(INSTRUCTIONS FOR THE TASK) For the records below, reproduce exactly the line that contains "<h2>Nearby<small></small></h2>" and all subsequent lines, with nothing left out and nothing added.

= = = =

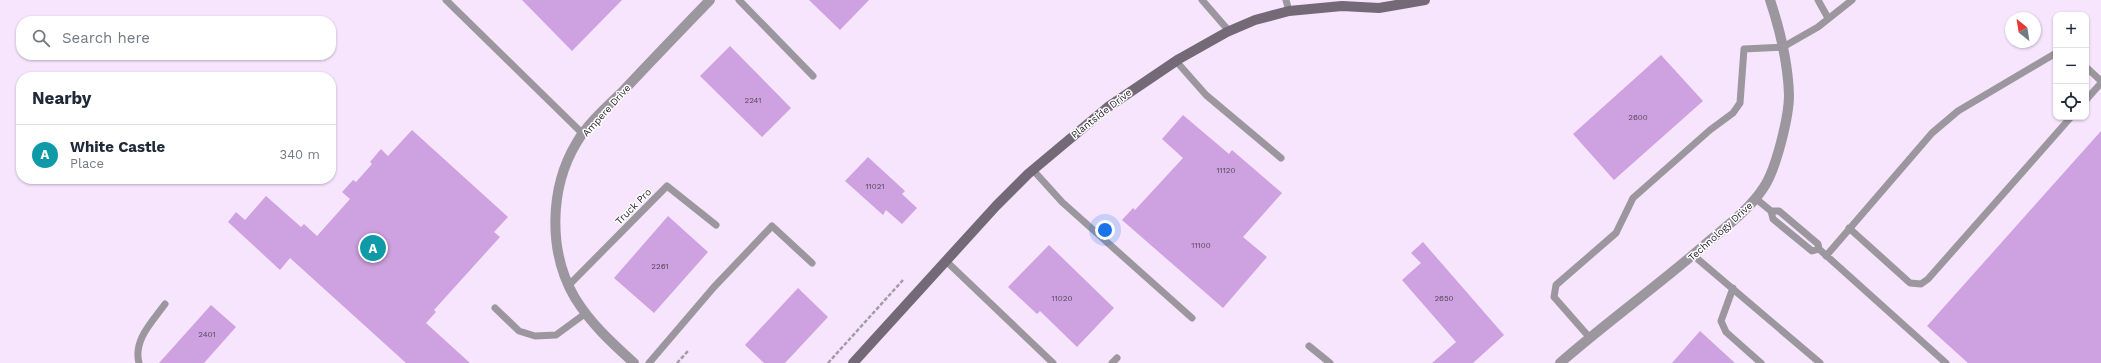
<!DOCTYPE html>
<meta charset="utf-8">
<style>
:root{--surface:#fff;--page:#f6f6f7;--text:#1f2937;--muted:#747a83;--line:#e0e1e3;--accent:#7c3aed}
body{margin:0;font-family:"Work Sans",sans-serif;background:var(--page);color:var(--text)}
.controls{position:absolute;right:12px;top:12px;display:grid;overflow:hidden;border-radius:8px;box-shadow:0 1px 3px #0004}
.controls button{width:36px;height:36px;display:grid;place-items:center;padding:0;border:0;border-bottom:1px solid var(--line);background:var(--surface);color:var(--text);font:20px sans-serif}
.compass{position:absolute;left:2005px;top:12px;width:36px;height:36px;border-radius:50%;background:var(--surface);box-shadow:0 1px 3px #0004;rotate:330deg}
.you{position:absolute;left:1105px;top:230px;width:14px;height:14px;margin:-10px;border:3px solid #fff;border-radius:50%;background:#1a73e8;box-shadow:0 0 0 6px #1a73e833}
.badge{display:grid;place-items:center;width:26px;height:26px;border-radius:50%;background:var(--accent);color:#fff;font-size:13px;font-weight:700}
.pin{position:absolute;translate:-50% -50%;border:2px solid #fff;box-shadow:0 1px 4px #0006}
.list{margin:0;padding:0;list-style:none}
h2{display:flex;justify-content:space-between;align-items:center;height:52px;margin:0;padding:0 16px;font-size:17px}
h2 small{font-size:13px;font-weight:400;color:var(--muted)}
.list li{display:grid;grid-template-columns:26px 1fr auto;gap:12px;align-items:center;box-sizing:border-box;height:60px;padding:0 16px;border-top:1px solid var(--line)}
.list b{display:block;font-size:15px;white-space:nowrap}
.list p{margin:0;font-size:13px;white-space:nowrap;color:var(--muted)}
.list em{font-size:13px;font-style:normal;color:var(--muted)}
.icon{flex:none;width:22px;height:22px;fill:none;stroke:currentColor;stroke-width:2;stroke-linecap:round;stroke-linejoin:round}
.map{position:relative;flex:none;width:2101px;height:363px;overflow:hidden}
.search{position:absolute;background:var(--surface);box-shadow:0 1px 3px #0004;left:16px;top:16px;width:320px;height:44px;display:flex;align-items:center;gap:10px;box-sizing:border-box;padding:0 14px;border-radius:16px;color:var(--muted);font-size:15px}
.panel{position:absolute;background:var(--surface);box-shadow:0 1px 3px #0004;left:16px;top:72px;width:320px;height:112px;border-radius:16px}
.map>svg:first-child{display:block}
.built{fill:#f6e5fd;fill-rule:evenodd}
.building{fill:#cea2e0}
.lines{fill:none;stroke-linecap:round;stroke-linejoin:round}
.path{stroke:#a39ba6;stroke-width:2.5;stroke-dasharray:4 2;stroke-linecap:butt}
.lane{stroke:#9c969f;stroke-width:7}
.street{stroke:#9c969f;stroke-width:10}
.secondary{stroke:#736977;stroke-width:10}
.labels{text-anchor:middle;stroke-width:3;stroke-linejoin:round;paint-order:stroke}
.number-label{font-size:8px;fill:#55465b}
.street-label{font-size:10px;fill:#2d272f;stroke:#fff}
</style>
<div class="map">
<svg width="2101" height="363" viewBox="0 0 2101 363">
<rect width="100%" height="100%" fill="#f9effd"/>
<path class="built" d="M0,0H2101V363H0ZM2056,15H2086V117H2056ZM2011,18H2035V42H2011ZM21,21H331V55H21ZM21,77H331V179H21Z"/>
<path class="building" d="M522,0H622L572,51Z
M809,0H869L840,30Z
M730,46L791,108L762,137L700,76Z
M1661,55L1703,101L1614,180L1573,134Z
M1183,115L1229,154L1232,150L1282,193L1243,237L1267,257L1223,308L1122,220L1133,208L1135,210L1183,158L1162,139Z
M412,130L508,217L494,232L500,237L434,310L436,312L426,323L470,363H406L290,258L280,270L228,222L236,212L245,220L266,196L301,227L304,224L317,236L350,199L342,192L353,180L356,182L372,164L370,162L381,149L388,156Z
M2101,131V363H1968L1927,326Z
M868,157L905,191L902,194L917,208L902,224L886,210L883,215L845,181Z
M668,216L708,252L654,313L614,278Z
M1423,242L1504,335L1473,363H1432L1456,342L1402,280L1421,263L1411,253Z
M1049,245L1114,308L1077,347L1040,311L1037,314L1008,287Z
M798,288L828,317L785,363H764L745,345Z
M211,305L236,327L204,363H159Z
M1700,331L1735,363H1672Z"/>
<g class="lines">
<path class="path" d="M677,363L688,351
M828,363L903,280"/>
<path class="lane" d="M446,0L583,134
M739,0L813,76
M1202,0L1229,31
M1286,0L1289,11
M1818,0L1828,18
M1176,61L1206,95L1281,158
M2086,67L2101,81
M2086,100L2101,83
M1033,170L1062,202L1192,318
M1755,198L1771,211L1773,219L1812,251L1819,249
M1771,211H1779L1818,244L1819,249L1946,363
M1849,228L1910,283L1921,284L1928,279L2071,117
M1693,255L1820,363
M1826,256L1932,133L1958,111L2056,53
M946,261L1053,363
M569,285L667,186L716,225
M1733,288L1721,321L1726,332L1761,363
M495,308L519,331L535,336L556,335L586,313
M1590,338L1554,297L1556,285L1616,233L1633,198L1710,130L1733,113L1740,103L1744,49L1783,47L1818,27L1852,0
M1309,346L1330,363
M139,363C133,340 152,322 165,304
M649,363L714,287L772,226L812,263
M1112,363L1117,358"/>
<path class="street" d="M634,363C612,343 591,324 575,298C548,252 549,188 577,142C589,122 608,106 624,90C652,60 681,30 710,0
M1560,363C1608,321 1660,284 1708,242C1727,226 1750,209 1764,187C1776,169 1789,117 1789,95C1788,63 1780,30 1770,0"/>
<path class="secondary" d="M853,363L996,206L1028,174L1108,107L1179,59L1227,32L1255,20L1289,11L1342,6L1379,8L1425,0"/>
</g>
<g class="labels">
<g class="number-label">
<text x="753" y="103">2241</text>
<text x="1638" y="120">2600</text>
<text x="1226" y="173">11120</text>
<text x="875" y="189">11021</text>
<text x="1201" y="248">11100</text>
<text x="660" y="269">2261</text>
<text x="1062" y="301">11020</text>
<text x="1444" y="301">2650</text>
<text x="207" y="337">2401</text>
</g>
<g class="street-label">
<text transform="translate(606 110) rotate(-48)" y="4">Ampere Drive</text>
<text transform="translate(1101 113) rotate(-38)" y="4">Plantside Drive</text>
<text transform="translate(633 206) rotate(-45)" y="4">Truck Pro</text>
<text transform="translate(1720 231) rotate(-42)" y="4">Technology Drive</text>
</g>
</g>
</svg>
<div class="controls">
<button>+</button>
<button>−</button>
<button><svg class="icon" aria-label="locate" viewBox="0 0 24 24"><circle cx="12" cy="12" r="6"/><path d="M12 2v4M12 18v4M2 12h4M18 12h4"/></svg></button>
</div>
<svg class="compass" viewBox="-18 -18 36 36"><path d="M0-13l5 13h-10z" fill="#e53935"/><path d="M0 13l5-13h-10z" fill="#747a83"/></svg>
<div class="you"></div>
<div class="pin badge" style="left:373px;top:248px;background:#0f9aa8">A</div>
<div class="search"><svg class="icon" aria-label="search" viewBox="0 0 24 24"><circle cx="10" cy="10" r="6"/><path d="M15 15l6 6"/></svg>Search here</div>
<section class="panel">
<h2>Nearby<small></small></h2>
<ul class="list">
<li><span class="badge" style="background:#0f9aa8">A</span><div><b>White Castle</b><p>Place</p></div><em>340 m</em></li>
</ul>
</section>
</div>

= = = =

(WRITTEN SOLUTION)
<h2>Nearby<small></small></h2>
<ul class="list">
<li><span class="badge" style="background:#0f9aa8">A</span><div><b>White Castle</b><p>Place</p></div><em>340 m</em></li>
</ul>
</section>
</div>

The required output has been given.